159 Mich. 337 | Mich. | 1909

Brooke, J.

(after stating the facts). In the foregoing statement of facts, we have said that it is, in effect, conceded of record that a mistake was made in the deed *343from Daniel to Chester. If it should be urged by counsel for defendants that the admissions of counsel do not amount to such concession,.we have no hesitation in holding that there was a mistake in said deed. It is unnecessary to state at length the reasons which impel to this conclusion. A study of the instruments themselves, and a knowledge of the location of the house Daniel was deeding to Chester, will afford an absolute demonstration of fact.

. It is urged on behalf of defendant that complainants cannot maintain this suit to reform a deed, because they do not claim under the deed sought to be reformed. Complainants take the position that their bill is filed primarily to secure to them the right of redemption, and, incidentally, to remove certain clouds upon their title, and that equity having acquired jurisdiction upon one ground will retain it for the purpose of giving such relief as will dispose of the controversy, and in this view we agree. See George v. Light Co., 105 Mich. 1 (62 N. W. 985), and cases there cited; Hall v. Nester, 122 Mich. 141 (80 N. W. 982).
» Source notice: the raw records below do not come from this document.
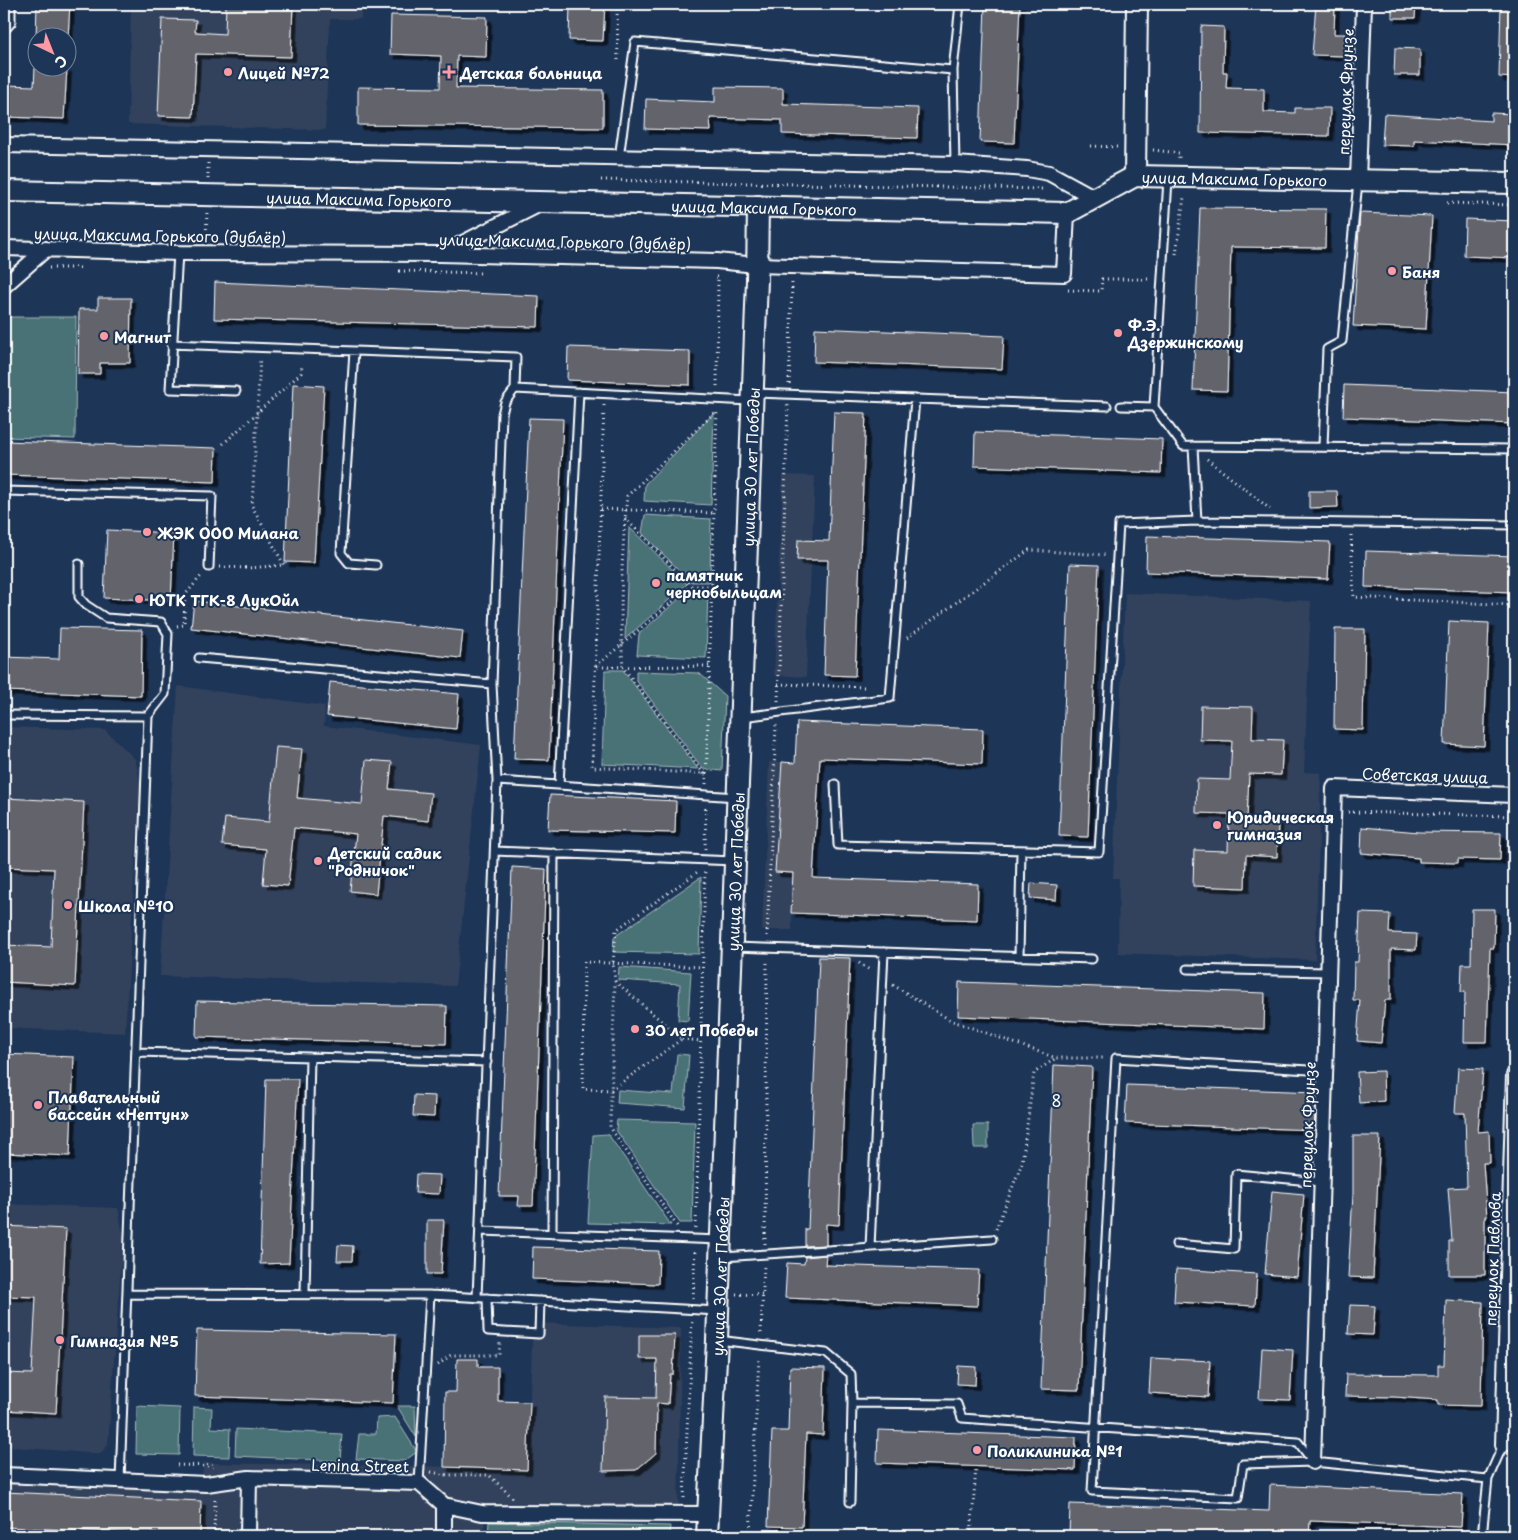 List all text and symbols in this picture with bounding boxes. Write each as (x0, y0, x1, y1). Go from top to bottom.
north arrow (28, 28, 78, 78)
street label: переулок Фрунзе (1331, 28, 1359, 156)
text: С (50, 51, 72, 73)
place label: Лицей №72 (238, 61, 330, 84)
place label: Детская больница (459, 61, 603, 84)
marker: Детская больница (442, 65, 456, 79)
marker: Лицей №72 (222, 66, 234, 78)
street label: улица Максима Горького (1141, 165, 1327, 191)
street label: улица Максима Горького (266, 185, 452, 212)
street label: улица Максима Горького (671, 193, 857, 220)
street label: улица Максима Горького (дублёр) (34, 221, 286, 249)
street label: улица Максима Горького (дублёр) (439, 227, 691, 255)
place label: Баня (1402, 260, 1440, 283)
marker: Баня (1386, 265, 1398, 277)
place label: Ф.Э. Дзержинскому (1127, 313, 1244, 353)
place label: Магнит (114, 325, 172, 348)
marker: Ф.Э. Дзержинскому (1112, 327, 1124, 339)
marker: Магнит (98, 330, 110, 342)
street label: улица 30 лет Победы (735, 387, 764, 547)
place label: ЖЭК ООО Милана (157, 521, 300, 544)
marker: ЖЭК ООО Милана (141, 526, 153, 538)
place label: памятник чернобыльцам (666, 563, 782, 603)
marker: памятник чернобыльцам (650, 577, 662, 589)
place label: ЮТК ТГК-8 ЛукОйл (149, 588, 299, 611)
marker: ЮТК ТГК-8 ЛукОйл (133, 593, 145, 605)
street label: Советская улица (1362, 761, 1489, 789)
street label: улица 30 лет Победы (720, 792, 749, 952)
place label: Юридическая гимназия (1227, 805, 1334, 845)
marker: Юридическая гимназия (1211, 819, 1223, 831)
place label: Детский садик "Родничок" (327, 841, 442, 881)
marker: Детский садик "Родничок" (312, 855, 324, 867)
place label: Школа №10 (78, 894, 174, 917)
marker: Школа №10 (62, 899, 74, 911)
place label: 30 лет Победы (645, 1018, 758, 1041)
marker: 30 лет Победы (629, 1023, 641, 1035)
street label: переулок Фрунзе (1293, 1061, 1321, 1189)
place label: Плавательный бассейн «Нептун» (48, 1085, 189, 1125)
district label: 8 (1051, 1088, 1063, 1112)
marker: Плавательный бассейн «Нептун» (32, 1099, 44, 1111)
street label: переулок Павлова (1478, 1191, 1506, 1326)
street label: улица 30 лет Победы (705, 1196, 734, 1357)
place label: Гимназия №5 (70, 1329, 179, 1352)
marker: Гимназия №5 (54, 1334, 66, 1346)
place label: Поликлиника №1 (987, 1439, 1122, 1462)
marker: Поликлиника №1 (971, 1444, 983, 1456)
street label: Lenina Street (311, 1453, 409, 1477) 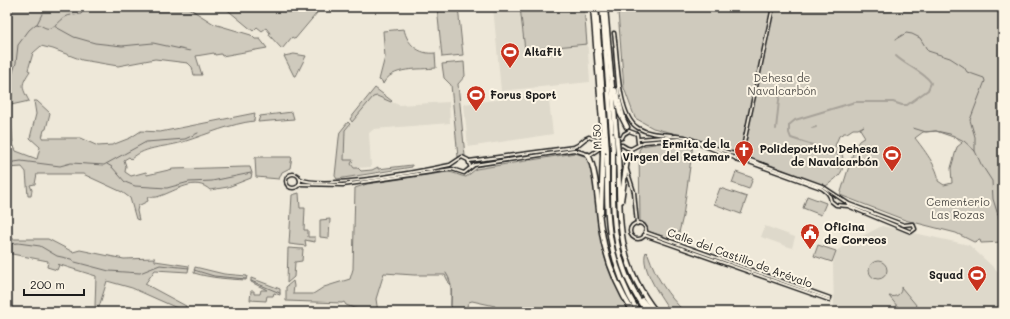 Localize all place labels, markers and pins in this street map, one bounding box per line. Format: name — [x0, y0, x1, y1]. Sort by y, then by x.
sports icon: AltaFit — [499, 41, 521, 69]
place label: AltaFit — [524, 44, 562, 59]
sports icon: Forus Sport — [465, 84, 487, 112]
place label: Forus Sport — [490, 87, 556, 102]
place label: Ermita de la Virgen del Retamar — [622, 136, 730, 164]
church icon: Ermita de la Virgen del Retamar — [733, 139, 755, 167]
place label: Polideportivo Dehesa de Navalcarbón — [759, 141, 878, 169]
sports icon: Polideportivo Dehesa de Navalcarbón — [881, 144, 903, 172]
place label: Oficina de Correos — [824, 219, 887, 247]
public building icon: Oficina de Correos — [799, 222, 821, 250]
sports icon: Squad — [966, 264, 988, 292]
place label: Squad — [929, 267, 963, 282]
It is clear from the record that when Daniel F. Com-stock executed the mortgage to the Michigan Trust Company, in which was included this strip in dispute, he believed he was the owner thereof, and that in his deed to Chester he had conveyed title to the corresponding strip on lot 14, block 22.
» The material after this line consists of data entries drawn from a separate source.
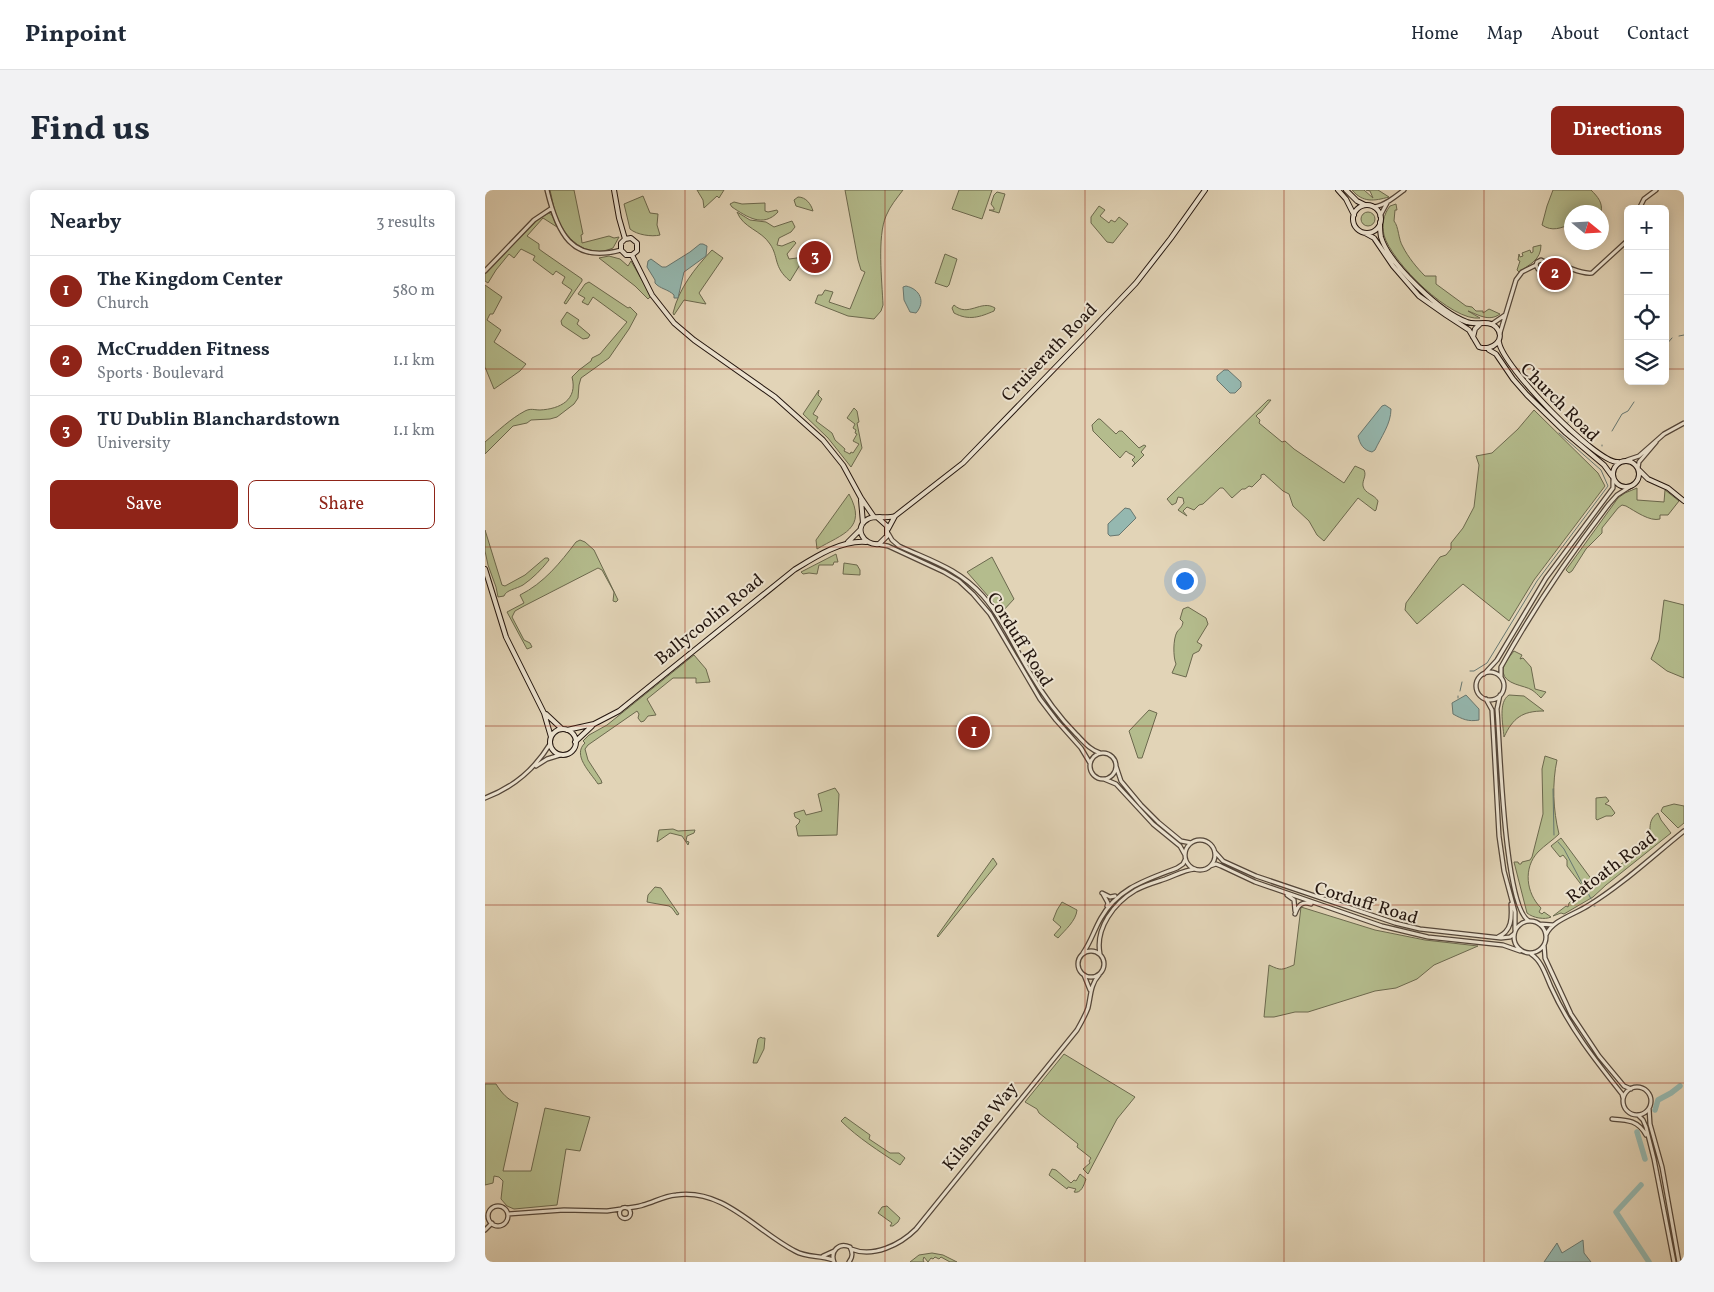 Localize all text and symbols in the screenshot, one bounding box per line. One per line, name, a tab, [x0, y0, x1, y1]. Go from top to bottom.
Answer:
text: Pinpoint	[25, 18, 127, 52]
text: Home	[1411, 22, 1459, 47]
text: Map	[1487, 22, 1523, 47]
text: About	[1551, 22, 1599, 47]
text: Contact	[1627, 22, 1689, 47]
text: Find us	[30, 106, 150, 154]
button: Directions	[1551, 106, 1684, 155]
north arrow	[1564, 205, 1609, 250]
map controls	[1624, 205, 1669, 385]
button: +	[1624, 205, 1669, 250]
text: Nearby	[50, 208, 121, 237]
text: 3 results	[376, 212, 435, 234]
pin: 3	[799, 238, 831, 276]
button: −	[1624, 250, 1669, 295]
pin: 2	[1539, 255, 1571, 293]
text: The Kingdom Center	[97, 267, 283, 293]
text: 1	[63, 280, 69, 302]
text: 580 m	[392, 280, 435, 302]
text: Church	[97, 293, 149, 315]
button: locate	[1624, 295, 1669, 340]
street label: Cruiserath Road	[996, 298, 1104, 408]
text: McCrudden Fitness	[97, 337, 270, 363]
button: layers	[1624, 340, 1669, 385]
text: 2	[62, 350, 70, 372]
text: 1.1 km	[393, 350, 435, 372]
street label: Church Road	[1514, 358, 1604, 448]
text: Sports · Boulevard	[97, 363, 224, 385]
text: TU Dublin Blanchardstown	[97, 407, 340, 433]
text: 3	[62, 420, 70, 442]
text: 1.1 km	[393, 420, 435, 442]
text: University	[97, 433, 171, 455]
button: Save	[50, 480, 238, 529]
button: Share	[248, 480, 435, 529]
street label: Ballycoolin Road	[650, 568, 770, 672]
your location	[1172, 568, 1198, 594]
street label: Corduff Road	[980, 588, 1058, 692]
pin: 1	[958, 713, 990, 751]
street label: Ratoath Road	[1562, 826, 1662, 910]
street label: Corduff Road	[1311, 876, 1421, 932]
street label: Kilshane Way	[937, 1077, 1025, 1177]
It is equally clear that as between himself and Chester he had a right to file a bill to reform the deed to Chester, or to have it declared inoperative as to the strip in dispute. We have no hesitation in holding that this equitable right passed to the mortgagee, and from the mortgagee, through mesne conveyances, to the complainants. It may be said that such relief could not be granted to Daniel’s suit, unless he had given to Chester the land intended, and it is urged that these complainants are not entitled to the relief because it is not in their power to convey to Chester’s successors in title (the defendants) the corresponding strip on lot 14, *344block 22. The answer to this claim is that Chester got title to the last-named strip by deed from his mother, dated July 12, 1899, she having taken title thereto, on the same day Chester got his deed. It is apparent, therefore, that the mistake was rectified, so far as it could injuriously affect Chester, but it was not rectified by Chester redeeding to his father the strip erroneously included in the deed to him. Had he done so, such title as he possessed would of course have immediately vested in the mortgagee.
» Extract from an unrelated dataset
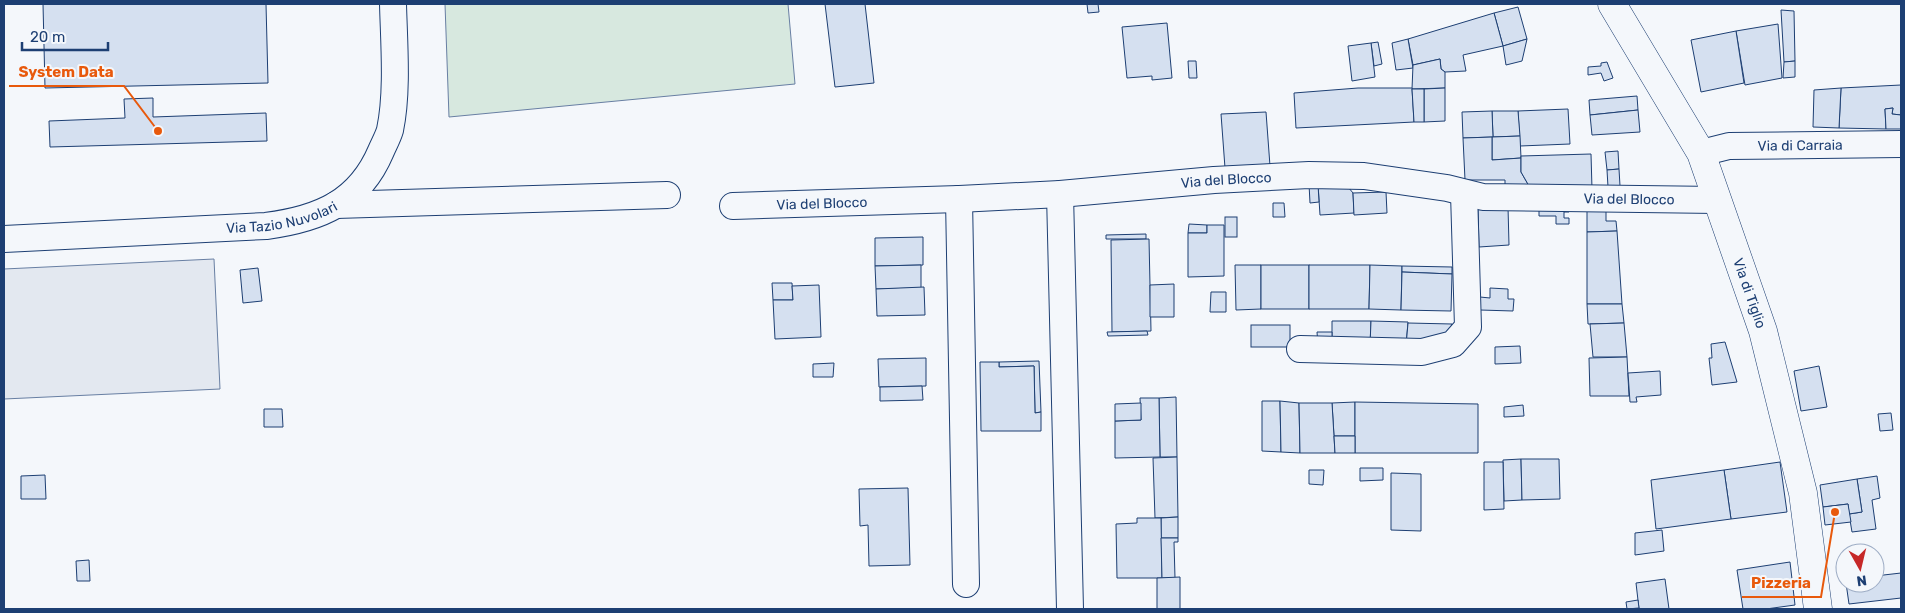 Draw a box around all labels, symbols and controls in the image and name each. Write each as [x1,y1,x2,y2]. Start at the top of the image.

It is argued by defendants’ counsel that complainants were not in possession of the strip, and that defendants were in possession; therefore, that complainants could not file a bill to remove a cloud upon the title — citing section 448, 1 Comp. Laws. We think the record shows a joint possession of the land in question, and, in any case, a party having an equitable cause of action, coming within any recognized rule of equity jurisprudence, may enforce the same in equity, whether in or out of possession. Rowland v. Doty, Har. Ch. (Mich.) 3; Jones v. Smith, 22 Mich. 360; Waterman v. Seeley, 28 Mich. 77; King v. Carpenter, 37 Mich. 363; Eaton v. Trowbridge, 38 Mich. 454; Cleland v. Casgrain, 92 Mich. 149 (52 N. W. 460).

In Rowland v. Doty, supra, the court said:

“ The jurisdiction of this court (exclusive of any statutory provision on the subject) to set aside deeds and other legal instruments, which are a cloud upon the title to real estate, and to order them to be delivered up to be canceled, is fully established.”

It is claimed, and the learned circuit judge held, that:

“ Defendants George Milner and Jennie M. Milner were in actual and undisputed possession of the lands purchased at said tax sale for a period of more than five years from September 5, 1901, the date of the auditor general’s deed, and before the commencement of this suit, and, by reason thereof, the said sale became absolute.”

This we think was erroneous. The record shows that *345defendant did not go into possession under the tax deed, but was in possession before he obtained his deed. That such possession as he had was joint with that of complainants, and that, although he had actual notice of complainants’ claim to the land, he served no notice to redeem upon them though he did serve such notices upon Chester W. Comstock and George Young, whose title he had then already acquired. Under these circumstances, his possession is no protection.

The decree is reversed, and a decree will be entered in this court, permitting complainants, upon repayment to defendants of taxes paid by them, together with interest thereon, to redeem from said tax deed, and setting aside and holding for naught the three instruments first described herein, so far as they relate to the lands in dispute.

Blair, C. J., and Montgomery, Ostrander, and Hooker, JJ., concurred.